Se il quarto potere non funziona

Articolo apparso sul «Corriere Romagna», 24 giugno 2008.
Gianfranco Pasquino, nell'editoriale di domenica 22 giugno 2008 sui tre poteri costituzionali, ha spiegato con esemplare chiarezza i motivi per cui c'è da temere, con questo governo, una pericolosa deriva politica. L'esecutivo di Berlusconi vuole assoggettare a sé il potere legislativo e quello giudiziario, violando forma e spirito della legge fondamentale della nostra Repubblica. La pagina di Pasquino andrebbe conservata. E riletta spesso, e con attenzione da chi ha a cuore le sorti dell'Italia.
Mi permetto di osservare che ai tre poteri costituzionali s'aggiunge per eredità settecentesca un quarto potere riconosciuto come tale perché rappresenta il controllo sugli altri, attraverso il cosiddetto "tribunale della pubblica opinione".
Sempre domenica, Barbara Spinelli, una ferrata studiosa di questioni storiche e politiche, nel consueto editoriale su «La Stampa» scriveva di come spesso ci accorgiamo delle condizioni del nostro Paese, solamente ascoltando i pareri di un «terzo occhio» straniero. Però, aggiungeva, può anche darsi il caso che «chi guarda da fuori» non sia necessariamente uno straniero: «può anche essere un connazionale che riesce a guardare da una certa distanza, che è meno fasciato da bende linguistiche patrie».
Forse dovremmo cominciare a discutere di cose italiane proprio prescindendo dal «terzo occhio» straniero. Ma dovrebbero essere i grandi commentatori come Spinelli a stimolare i loro giornali a dar voce a chi rifiuta le «bende linguistiche patrie» e parla fuori dei denti.
L'«Economist» (a proposito dell'opposizione all'amatriciana del Pd, ovvero all'insegna del «volemose bene», che non poteva fingere di recitare "all'inglese"), racconta verità talmente ovvie da apparire folcloristiche. Sia in campagna elettorale sia oggi, l'informazione nazionale è legata allo "spettacolo", all'intervista ed a ciò che una volta si chiamava il "colore". Non si racconta il Paese reale, se non dove succede il delitto ‘politico' o l'arresto ‘eccellente' che pesano «come macigni» nelle cronache. E tutto il resto è noia. Ovvero non degno d'attenzione e di sottolineatura. Così, allegramente, il nostro Paese naufraga tra i sorrisini di compassione del solito corrispondente straniero che scriverà: «Noi ve lo avevamo detto…».
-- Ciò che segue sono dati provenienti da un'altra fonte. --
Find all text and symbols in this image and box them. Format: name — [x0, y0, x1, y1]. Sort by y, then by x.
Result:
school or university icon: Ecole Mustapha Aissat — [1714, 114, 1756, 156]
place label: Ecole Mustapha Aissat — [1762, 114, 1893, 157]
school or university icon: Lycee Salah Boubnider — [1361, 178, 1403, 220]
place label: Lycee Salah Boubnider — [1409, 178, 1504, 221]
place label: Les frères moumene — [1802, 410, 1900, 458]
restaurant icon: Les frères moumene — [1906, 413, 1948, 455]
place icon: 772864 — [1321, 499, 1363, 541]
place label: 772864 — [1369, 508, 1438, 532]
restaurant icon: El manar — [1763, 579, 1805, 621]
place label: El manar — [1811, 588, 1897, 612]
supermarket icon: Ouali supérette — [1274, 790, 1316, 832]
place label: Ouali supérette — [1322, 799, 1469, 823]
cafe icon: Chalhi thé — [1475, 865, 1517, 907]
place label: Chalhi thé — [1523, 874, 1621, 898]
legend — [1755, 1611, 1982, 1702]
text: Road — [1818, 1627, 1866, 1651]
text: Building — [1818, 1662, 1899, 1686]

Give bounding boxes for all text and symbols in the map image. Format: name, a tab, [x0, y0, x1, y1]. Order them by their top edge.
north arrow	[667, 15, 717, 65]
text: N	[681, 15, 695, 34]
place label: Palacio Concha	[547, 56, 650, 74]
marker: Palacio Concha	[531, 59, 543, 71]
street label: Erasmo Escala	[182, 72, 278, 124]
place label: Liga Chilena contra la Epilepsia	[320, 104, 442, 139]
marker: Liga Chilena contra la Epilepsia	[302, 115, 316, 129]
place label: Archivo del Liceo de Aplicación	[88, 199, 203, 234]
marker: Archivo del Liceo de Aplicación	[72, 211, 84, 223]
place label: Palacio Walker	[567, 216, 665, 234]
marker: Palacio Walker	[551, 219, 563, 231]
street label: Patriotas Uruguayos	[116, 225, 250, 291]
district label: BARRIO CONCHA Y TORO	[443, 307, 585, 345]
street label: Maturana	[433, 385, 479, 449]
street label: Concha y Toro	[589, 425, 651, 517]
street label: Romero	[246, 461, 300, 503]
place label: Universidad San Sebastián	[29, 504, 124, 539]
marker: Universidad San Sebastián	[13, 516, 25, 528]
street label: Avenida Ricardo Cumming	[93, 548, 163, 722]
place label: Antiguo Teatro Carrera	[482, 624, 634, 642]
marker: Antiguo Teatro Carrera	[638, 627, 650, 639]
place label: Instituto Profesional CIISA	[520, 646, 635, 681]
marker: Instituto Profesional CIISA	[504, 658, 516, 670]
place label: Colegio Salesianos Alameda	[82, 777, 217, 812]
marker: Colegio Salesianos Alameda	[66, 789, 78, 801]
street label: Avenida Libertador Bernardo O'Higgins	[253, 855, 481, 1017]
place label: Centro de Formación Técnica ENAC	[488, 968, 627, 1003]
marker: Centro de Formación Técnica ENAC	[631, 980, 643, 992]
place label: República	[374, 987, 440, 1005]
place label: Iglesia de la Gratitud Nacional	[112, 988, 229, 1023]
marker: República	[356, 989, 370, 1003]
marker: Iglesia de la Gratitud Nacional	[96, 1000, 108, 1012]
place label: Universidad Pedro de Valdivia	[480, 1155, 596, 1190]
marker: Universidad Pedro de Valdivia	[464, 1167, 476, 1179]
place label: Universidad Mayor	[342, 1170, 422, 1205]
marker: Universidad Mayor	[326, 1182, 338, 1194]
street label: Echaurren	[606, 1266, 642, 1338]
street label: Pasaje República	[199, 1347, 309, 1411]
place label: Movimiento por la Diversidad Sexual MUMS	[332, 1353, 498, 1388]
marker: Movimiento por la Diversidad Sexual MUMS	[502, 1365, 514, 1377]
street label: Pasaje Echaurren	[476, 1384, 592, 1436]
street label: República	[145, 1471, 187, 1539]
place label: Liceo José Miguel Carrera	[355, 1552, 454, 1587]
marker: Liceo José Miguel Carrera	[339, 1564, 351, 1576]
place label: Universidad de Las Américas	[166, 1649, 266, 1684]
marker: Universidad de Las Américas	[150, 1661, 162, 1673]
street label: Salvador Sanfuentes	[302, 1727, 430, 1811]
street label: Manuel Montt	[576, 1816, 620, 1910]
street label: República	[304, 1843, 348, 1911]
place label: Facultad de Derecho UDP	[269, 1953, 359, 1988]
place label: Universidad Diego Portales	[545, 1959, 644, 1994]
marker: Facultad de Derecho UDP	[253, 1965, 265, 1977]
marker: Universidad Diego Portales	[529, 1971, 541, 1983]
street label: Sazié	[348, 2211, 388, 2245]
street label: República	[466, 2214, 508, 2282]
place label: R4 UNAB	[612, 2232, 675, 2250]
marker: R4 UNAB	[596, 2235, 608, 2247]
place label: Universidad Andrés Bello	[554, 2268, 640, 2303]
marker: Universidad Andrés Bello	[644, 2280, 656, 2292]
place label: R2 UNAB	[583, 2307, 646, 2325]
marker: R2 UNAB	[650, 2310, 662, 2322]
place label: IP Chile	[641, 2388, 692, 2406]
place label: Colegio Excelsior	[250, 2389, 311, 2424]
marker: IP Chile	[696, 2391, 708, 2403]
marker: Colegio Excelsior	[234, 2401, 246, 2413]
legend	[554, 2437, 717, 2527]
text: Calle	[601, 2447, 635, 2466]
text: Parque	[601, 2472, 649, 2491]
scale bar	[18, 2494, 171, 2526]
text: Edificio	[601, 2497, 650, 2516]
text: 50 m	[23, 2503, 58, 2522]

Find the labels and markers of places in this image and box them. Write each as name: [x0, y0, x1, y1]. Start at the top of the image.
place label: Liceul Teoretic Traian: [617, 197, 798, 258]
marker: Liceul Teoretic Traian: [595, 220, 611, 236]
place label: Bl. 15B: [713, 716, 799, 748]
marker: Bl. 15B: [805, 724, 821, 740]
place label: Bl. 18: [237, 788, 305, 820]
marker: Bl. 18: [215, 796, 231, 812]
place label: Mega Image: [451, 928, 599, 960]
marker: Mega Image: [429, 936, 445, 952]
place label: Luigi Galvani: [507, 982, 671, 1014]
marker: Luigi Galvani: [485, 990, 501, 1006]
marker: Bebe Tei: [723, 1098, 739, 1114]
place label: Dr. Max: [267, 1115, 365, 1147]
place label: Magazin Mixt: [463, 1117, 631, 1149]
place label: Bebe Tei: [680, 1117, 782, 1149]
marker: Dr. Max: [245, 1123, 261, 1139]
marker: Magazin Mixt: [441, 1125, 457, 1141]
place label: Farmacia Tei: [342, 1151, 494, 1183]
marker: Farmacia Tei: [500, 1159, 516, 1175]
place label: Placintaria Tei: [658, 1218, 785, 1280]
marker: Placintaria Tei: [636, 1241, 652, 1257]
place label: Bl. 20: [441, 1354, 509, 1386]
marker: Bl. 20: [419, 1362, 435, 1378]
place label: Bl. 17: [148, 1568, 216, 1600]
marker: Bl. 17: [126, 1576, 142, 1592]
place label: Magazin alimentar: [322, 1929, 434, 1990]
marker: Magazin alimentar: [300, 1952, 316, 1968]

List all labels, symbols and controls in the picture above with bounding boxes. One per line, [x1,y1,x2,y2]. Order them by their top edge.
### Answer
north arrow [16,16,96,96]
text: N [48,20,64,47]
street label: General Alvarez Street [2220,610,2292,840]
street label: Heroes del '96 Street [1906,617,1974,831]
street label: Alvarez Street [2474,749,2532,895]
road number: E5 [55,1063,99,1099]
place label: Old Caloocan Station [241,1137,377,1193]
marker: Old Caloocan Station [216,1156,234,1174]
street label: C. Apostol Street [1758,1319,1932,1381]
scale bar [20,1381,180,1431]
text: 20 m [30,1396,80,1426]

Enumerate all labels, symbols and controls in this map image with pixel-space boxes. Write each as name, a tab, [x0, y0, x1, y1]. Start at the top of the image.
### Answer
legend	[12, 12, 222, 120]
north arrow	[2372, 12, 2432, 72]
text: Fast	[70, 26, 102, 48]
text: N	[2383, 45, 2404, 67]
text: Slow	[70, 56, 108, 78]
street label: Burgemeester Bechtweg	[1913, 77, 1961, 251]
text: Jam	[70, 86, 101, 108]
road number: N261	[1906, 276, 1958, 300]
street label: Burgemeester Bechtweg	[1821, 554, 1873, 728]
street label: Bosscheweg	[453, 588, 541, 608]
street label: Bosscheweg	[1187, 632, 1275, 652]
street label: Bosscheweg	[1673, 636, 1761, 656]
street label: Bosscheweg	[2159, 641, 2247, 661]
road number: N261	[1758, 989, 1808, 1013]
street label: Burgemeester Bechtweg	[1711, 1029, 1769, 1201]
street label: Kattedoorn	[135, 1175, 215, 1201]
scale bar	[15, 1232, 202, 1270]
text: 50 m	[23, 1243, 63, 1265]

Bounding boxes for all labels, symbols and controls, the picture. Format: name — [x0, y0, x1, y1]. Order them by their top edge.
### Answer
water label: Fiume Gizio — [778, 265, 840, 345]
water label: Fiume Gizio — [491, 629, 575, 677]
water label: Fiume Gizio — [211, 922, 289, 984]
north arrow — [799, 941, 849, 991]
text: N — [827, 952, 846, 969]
Forse tutto ciò dipende da un'altra questione: quanto conviene al mondo dei Grandi Giornali di non essere il «quarto potere». Le analisi dei commentatori illustri, per forza di cose, restano alla pura teoria filosofica. Mai nessuno di loro parla dei fatti nazionali o locali: accordi sottobanco, imbrogli edilizi, colleganze con grembiulini di nessun valore né politico né scientifico aldilà del loro "particulare", favoritismi, mecenatismo peloso, strizzatine d'occhio, parcelle d'inutili consulenze, concorsi organizzati "ad personam"…
Ma così, in questo silenzio da allegro naufragio, il Paese è andato alla deriva, verso Bossi e Berlusconi, e corre il rischio di finire in malora proprio per le cose spiegate da Pasquino. Sullo sfondo si ascoltano soltanto le orazioni funebri, altisonanti, solenni ed inutili. Ha concluso Barbara Spinelli che avidità e conformismo vietano oggi in Italia di comprendere il primato della legge.
Non è colpa soltanto dei politici, bensì anche di chi non fa funzionare il quarto potere del "tribunale della pubblica opinione". Che «esiste in ciascheduna nazione; ch'è invisibile, perché non ha alcuno de' segni che potrebbero manifestarlo, ma che agisce di continuo, e che è più forte di magistrati e delle leggi, de' ministri e de' re […]», e che opera con un solo mezzo, la «libertà di stampa» (G. Filangieri, «Scienza della legislazione», 1782-86). A questa "libera stampa" occorre oggi appellarsi.